Stored items
++++++
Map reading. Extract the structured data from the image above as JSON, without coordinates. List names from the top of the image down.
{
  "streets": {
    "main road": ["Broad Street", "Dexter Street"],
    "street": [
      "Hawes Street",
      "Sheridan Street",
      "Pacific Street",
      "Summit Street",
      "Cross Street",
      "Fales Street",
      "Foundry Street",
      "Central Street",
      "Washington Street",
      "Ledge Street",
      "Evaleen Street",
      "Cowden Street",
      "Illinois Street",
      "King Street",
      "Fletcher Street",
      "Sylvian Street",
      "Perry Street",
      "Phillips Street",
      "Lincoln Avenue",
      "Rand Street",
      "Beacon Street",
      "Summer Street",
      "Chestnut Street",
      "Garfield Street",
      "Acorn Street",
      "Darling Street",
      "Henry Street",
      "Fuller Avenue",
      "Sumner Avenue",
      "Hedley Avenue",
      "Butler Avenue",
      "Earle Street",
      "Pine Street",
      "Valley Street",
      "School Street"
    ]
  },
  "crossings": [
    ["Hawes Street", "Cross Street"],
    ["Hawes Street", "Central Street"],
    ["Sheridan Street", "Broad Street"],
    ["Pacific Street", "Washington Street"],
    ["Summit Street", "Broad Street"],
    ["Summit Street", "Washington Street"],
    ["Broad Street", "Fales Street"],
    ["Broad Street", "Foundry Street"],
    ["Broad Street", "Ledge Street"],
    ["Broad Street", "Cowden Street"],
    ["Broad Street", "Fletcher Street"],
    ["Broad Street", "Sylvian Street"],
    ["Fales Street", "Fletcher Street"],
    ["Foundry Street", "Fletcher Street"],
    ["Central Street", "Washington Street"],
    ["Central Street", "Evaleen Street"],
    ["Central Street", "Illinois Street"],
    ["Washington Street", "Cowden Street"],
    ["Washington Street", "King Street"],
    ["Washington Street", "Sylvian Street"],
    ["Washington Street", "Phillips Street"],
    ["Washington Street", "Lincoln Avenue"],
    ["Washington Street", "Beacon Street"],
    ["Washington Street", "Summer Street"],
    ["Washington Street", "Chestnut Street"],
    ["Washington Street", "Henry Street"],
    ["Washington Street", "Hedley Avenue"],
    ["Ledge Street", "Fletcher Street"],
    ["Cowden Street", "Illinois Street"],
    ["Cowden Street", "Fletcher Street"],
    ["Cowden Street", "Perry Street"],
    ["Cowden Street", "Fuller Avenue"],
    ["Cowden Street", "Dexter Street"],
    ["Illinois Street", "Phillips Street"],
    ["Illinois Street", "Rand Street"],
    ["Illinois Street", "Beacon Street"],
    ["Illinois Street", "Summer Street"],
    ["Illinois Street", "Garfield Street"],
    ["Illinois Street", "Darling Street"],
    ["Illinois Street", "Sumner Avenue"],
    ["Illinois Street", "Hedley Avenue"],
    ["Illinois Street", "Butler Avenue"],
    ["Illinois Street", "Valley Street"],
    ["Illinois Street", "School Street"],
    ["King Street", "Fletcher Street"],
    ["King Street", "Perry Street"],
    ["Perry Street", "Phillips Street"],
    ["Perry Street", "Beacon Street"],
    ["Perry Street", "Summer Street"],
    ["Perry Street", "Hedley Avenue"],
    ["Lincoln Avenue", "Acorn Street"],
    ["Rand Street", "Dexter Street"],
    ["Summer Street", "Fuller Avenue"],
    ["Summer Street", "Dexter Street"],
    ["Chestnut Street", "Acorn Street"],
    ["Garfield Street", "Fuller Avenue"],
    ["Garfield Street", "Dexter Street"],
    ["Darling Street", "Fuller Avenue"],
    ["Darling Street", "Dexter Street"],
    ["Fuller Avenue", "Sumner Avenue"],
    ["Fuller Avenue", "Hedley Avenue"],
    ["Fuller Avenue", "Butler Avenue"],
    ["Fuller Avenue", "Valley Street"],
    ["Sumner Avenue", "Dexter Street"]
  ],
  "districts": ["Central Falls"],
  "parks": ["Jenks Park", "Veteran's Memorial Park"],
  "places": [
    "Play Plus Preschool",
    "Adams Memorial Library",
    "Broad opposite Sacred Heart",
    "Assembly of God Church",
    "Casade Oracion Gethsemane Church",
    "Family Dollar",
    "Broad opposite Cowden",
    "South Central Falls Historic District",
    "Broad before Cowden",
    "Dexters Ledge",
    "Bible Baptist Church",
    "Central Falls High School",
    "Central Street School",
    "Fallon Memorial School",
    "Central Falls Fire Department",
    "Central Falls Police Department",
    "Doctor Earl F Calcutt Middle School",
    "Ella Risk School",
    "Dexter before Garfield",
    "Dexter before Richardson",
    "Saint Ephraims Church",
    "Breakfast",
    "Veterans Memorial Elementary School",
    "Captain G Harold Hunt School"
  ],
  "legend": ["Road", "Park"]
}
++++++
EXERCISE AIM:
Repeat every record, keeping each word and mark exactly as it is.

OUTPUT FOR THIS EXERCISE:
Map reading. Extract the structured data from the image above as JSON, without coordinates. List names from the top of the image down.
{
  "streets": {
    "main road": ["Broad Street", "Dexter Street"],
    "street": [
      "Hawes Street",
      "Sheridan Street",
      "Pacific Street",
      "Summit Street",
      "Cross Street",
      "Fales Street",
      "Foundry Street",
      "Central Street",
      "Washington Street",
      "Ledge Street",
      "Evaleen Street",
      "Cowden Street",
      "Illinois Street",
      "King Street",
      "Fletcher Street",
      "Sylvian Street",
      "Perry Street",
      "Phillips Street",
      "Lincoln Avenue",
      "Rand Street",
      "Beacon Street",
      "Summer Street",
      "Chestnut Street",
      "Garfield Street",
      "Acorn Street",
      "Darling Street",
      "Henry Street",
      "Fuller Avenue",
      "Sumner Avenue",
      "Hedley Avenue",
      "Butler Avenue",
      "Earle Street",
      "Pine Street",
      "Valley Street",
      "School Street"
    ]
  },
  "crossings": [
    ["Hawes Street", "Cross Street"],
    ["Hawes Street", "Central Street"],
    ["Sheridan Street", "Broad Street"],
    ["Pacific Street", "Washington Street"],
    ["Summit Street", "Broad Street"],
    ["Summit Street", "Washington Street"],
    ["Broad Street", "Fales Street"],
    ["Broad Street", "Foundry Street"],
    ["Broad Street", "Ledge Street"],
    ["Broad Street", "Cowden Street"],
    ["Broad Street", "Fletcher Street"],
    ["Broad Street", "Sylvian Street"],
    ["Fales Street", "Fletcher Street"],
    ["Foundry Street", "Fletcher Street"],
    ["Central Street", "Washington Street"],
    ["Central Street", "Evaleen Street"],
    ["Central Street", "Illinois Street"],
    ["Washington Street", "Cowden Street"],
    ["Washington Street", "King Street"],
    ["Washington Street", "Sylvian Street"],
    ["Washington Street", "Phillips Street"],
    ["Washington Street", "Lincoln Avenue"],
    ["Washington Street", "Beacon Street"],
    ["Washington Street", "Summer Street"],
    ["Washington Street", "Chestnut Street"],
    ["Washington Street", "Henry Street"],
    ["Washington Street", "Hedley Avenue"],
    ["Ledge Street", "Fletcher Street"],
    ["Cowden Street", "Illinois Street"],
    ["Cowden Street", "Fletcher Street"],
    ["Cowden Street", "Perry Street"],
    ["Cowden Street", "Fuller Avenue"],
    ["Cowden Street", "Dexter Street"],
    ["Illinois Street", "Phillips Street"],
    ["Illinois Street", "Rand Street"],
    ["Illinois Street", "Beacon Street"],
    ["Illinois Street", "Summer Street"],
    ["Illinois Street", "Garfield Street"],
    ["Illinois Street", "Darling Street"],
    ["Illinois Street", "Sumner Avenue"],
    ["Illinois Street", "Hedley Avenue"],
    ["Illinois Street", "Butler Avenue"],
    ["Illinois Street", "Valley Street"],
    ["Illinois Street", "School Street"],
    ["King Street", "Fletcher Street"],
    ["King Street", "Perry Street"],
    ["Perry Street", "Phillips Street"],
    ["Perry Street", "Beacon Street"],
    ["Perry Street", "Summer Street"],
    ["Perry Street", "Hedley Avenue"],
    ["Lincoln Avenue", "Acorn Street"],
    ["Rand Street", "Dexter Street"],
    ["Summer Street", "Fuller Avenue"],
    ["Summer Street", "Dexter Street"],
    ["Chestnut Street", "Acorn Street"],
    ["Garfield Street", "Fuller Avenue"],
    ["Garfield Street", "Dexter Street"],
    ["Darling Street", "Fuller Avenue"],
    ["Darling Street", "Dexter Street"],
    ["Fuller Avenue", "Sumner Avenue"],
    ["Fuller Avenue", "Hedley Avenue"],
    ["Fuller Avenue", "Butler Avenue"],
    ["Fuller Avenue", "Valley Street"],
    ["Sumner Avenue", "Dexter Street"]
  ],
  "districts": ["Central Falls"],
  "parks": ["Jenks Park", "Veteran's Memorial Park"],
  "places": [
    "Play Plus Preschool",
    "Adams Memorial Library",
    "Broad opposite Sacred Heart",
    "Assembly of God Church",
    "Casade Oracion Gethsemane Church",
    "Family Dollar",
    "Broad opposite Cowden",
    "South Central Falls Historic District",
    "Broad before Cowden",
    "Dexters Ledge",
    "Bible Baptist Church",
    "Central Falls High School",
    "Central Street School",
    "Fallon Memorial School",
    "Central Falls Fire Department",
    "Central Falls Police Department",
    "Doctor Earl F Calcutt Middle School",
    "Ella Risk School",
    "Dexter before Garfield",
    "Dexter before Richardson",
    "Saint Ephraims Church",
    "Breakfast",
    "Veterans Memorial Elementary School",
    "Captain G Harold Hunt School"
  ],
  "legend": ["Road", "Park"]
}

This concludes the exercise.